Two friends sat on a bench and the first lady complained bitterly about her man not treating her right. She said her boyfriend didn’t send her morning messages and he hardly checked on her with calls and all… she went on and said after their first sex, his love had withered. Their relationship was already a year old!
The other friend replied her; my dear I’m very sorry for your misfortune – mine calls me all the time, he pays for my hair do and takes me out every weekend- maybe you should ask your boyfriend if he still loves you? Do you think he might be seeing someone else?
I really can’t a place a finger on what exactly is wrong with our ladies. We sit down to gossip about our partners; what they do right/wrong. Do we really have nothing to do, or are we just itchy to speak of our relationships? Is there a problem with giving your man a call if he doesn’t reach out to you? Is there a problem with taking him out if that is what you love to do? How accurate are your facts about his arrant behaviour before you ridicule the one you profess that you love so much publicly?
Don’t get things twisted, this is not a story; people always get carried away with the wrong things and we go out speaking about our issues like we are the ones facing them. I don’t have a problem with talking to a friend but you need to get your head examined if you think your man will act like your friend’s bf! Was there something wrong in the first lady discussing her issues with the man himself? Was the other friend’s man not cheating on her?
Relationships and its issues are not something we can avoid. These are dramas we encounter on daily basis; from strangers to friends to colleagues to our family members. My friend says “New wife dey sweet”, how tact!

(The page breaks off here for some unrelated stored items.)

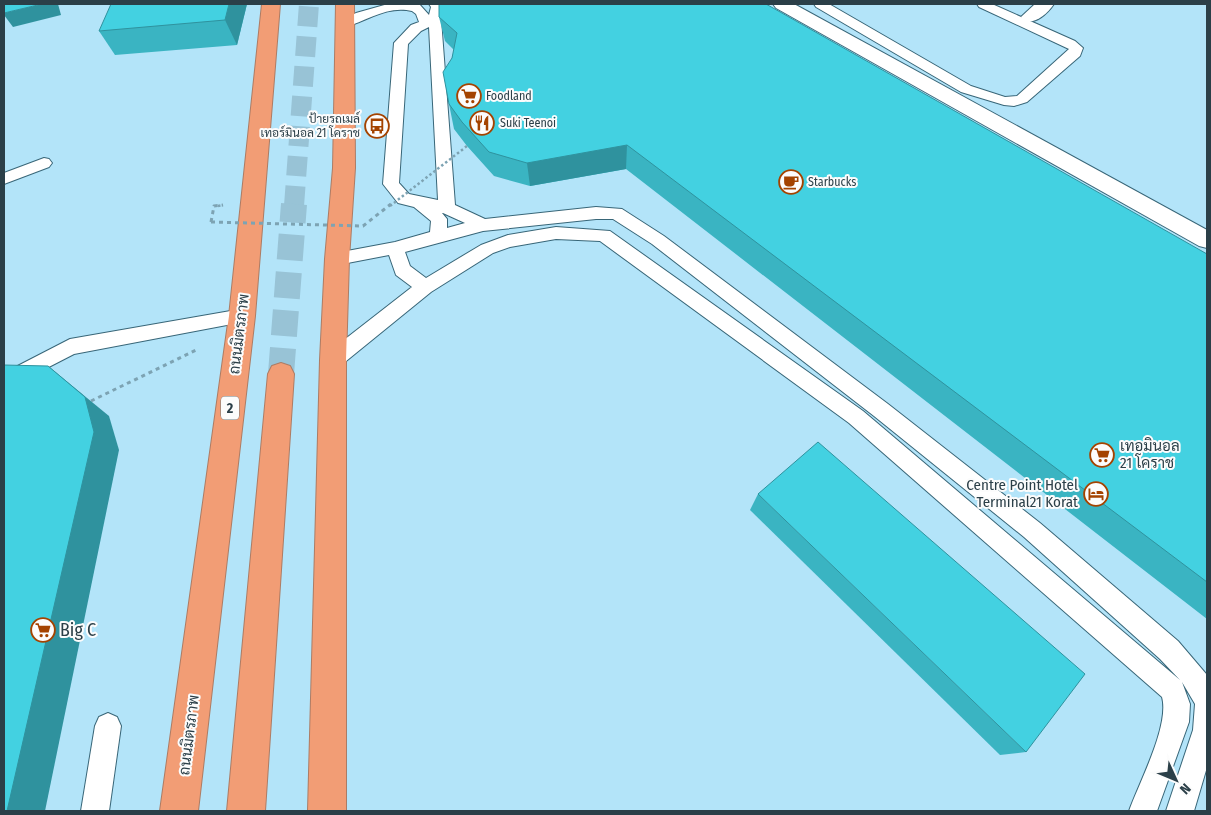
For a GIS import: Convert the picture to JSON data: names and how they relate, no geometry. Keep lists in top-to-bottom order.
{
  "streets": {
    "highway": ["ถนนมิตรภาพ", "2"]
  },
  "places": {
    "supermarket": ["Foodland", "เทอมินอล 21 โคราช", "Big C"],
    "restaurant": ["Suki Teenoi"],
    "bus stop": ["ป้ายรถเมล์ เทอร์มินอล 21 โคราช"],
    "cafe": ["Starbucks"],
    "hotel": ["Centre Point Hotel Terminal21 Korat"]
  },
  "north": "bottom right"
}
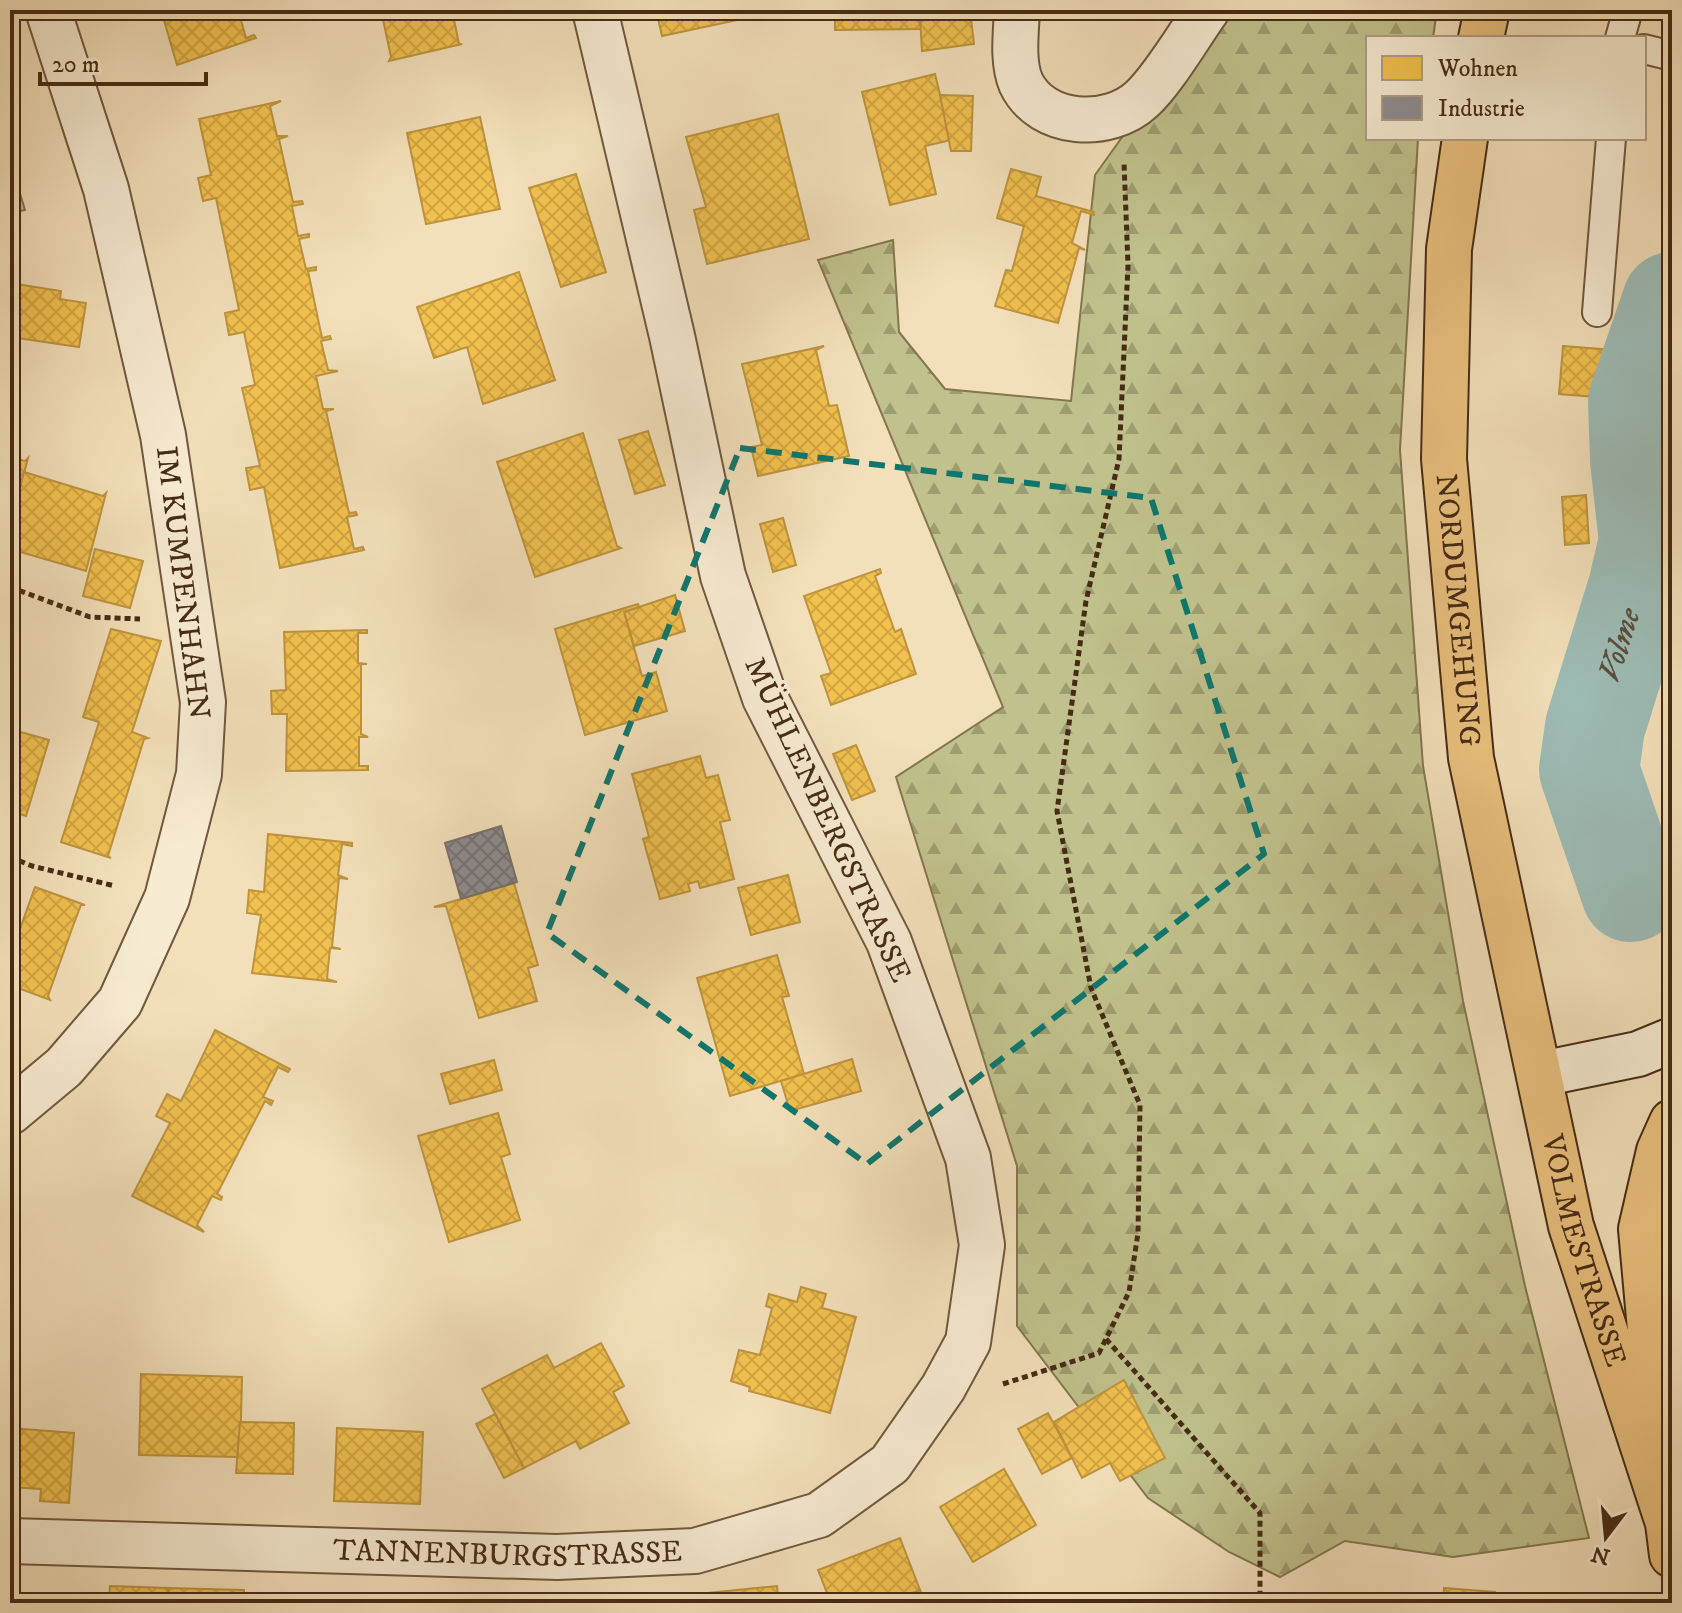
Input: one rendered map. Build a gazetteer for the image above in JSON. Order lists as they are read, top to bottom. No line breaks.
{"streets":{"main road":["NORDUMGEHUNG","VOLMESTRASSE"],"street":["IM KUMPENHAHN","MÜHLENBERGSTRASSE","TANNENBURGSTRASSE"]},"crossings":[["NORDUMGEHUNG","VOLMESTRASSE"],["MÜHLENBERGSTRASSE","TANNENBURGSTRASSE"]],"water":["Volme"],"legend":["Wohnen","Industrie"],"scale_bar":"20 m","north":"bottom"}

When a relationship begins its easy for us to be carried away, overlook issues and feel like we have been “swept off our feet” but when issues begin, we complain like babies who have no buggies walking round the street crying to be carried again- no relationship is perfect. There is no need telling a “third party” or anyone else for that matter what goes wrong. A relationship can only consist of two individuals who are ready to be together irrespective of their differences. You either get out if you are not happy or solve issues together.
You add value to yourself when you make relationship decisions with God, you and your partner.
Keep this to heart:
v To him that you tell your secret you resign your liberty.
v What is told into the ear of a man is often heard a hundred miles away.
v A secret between two is God’s secret, between three is all men.
v If you would keep your secret from an enemy, tell it not to a friend.
Your business is your business. Their business is their business. Don’t mistake your business with theirs and theirs with yours.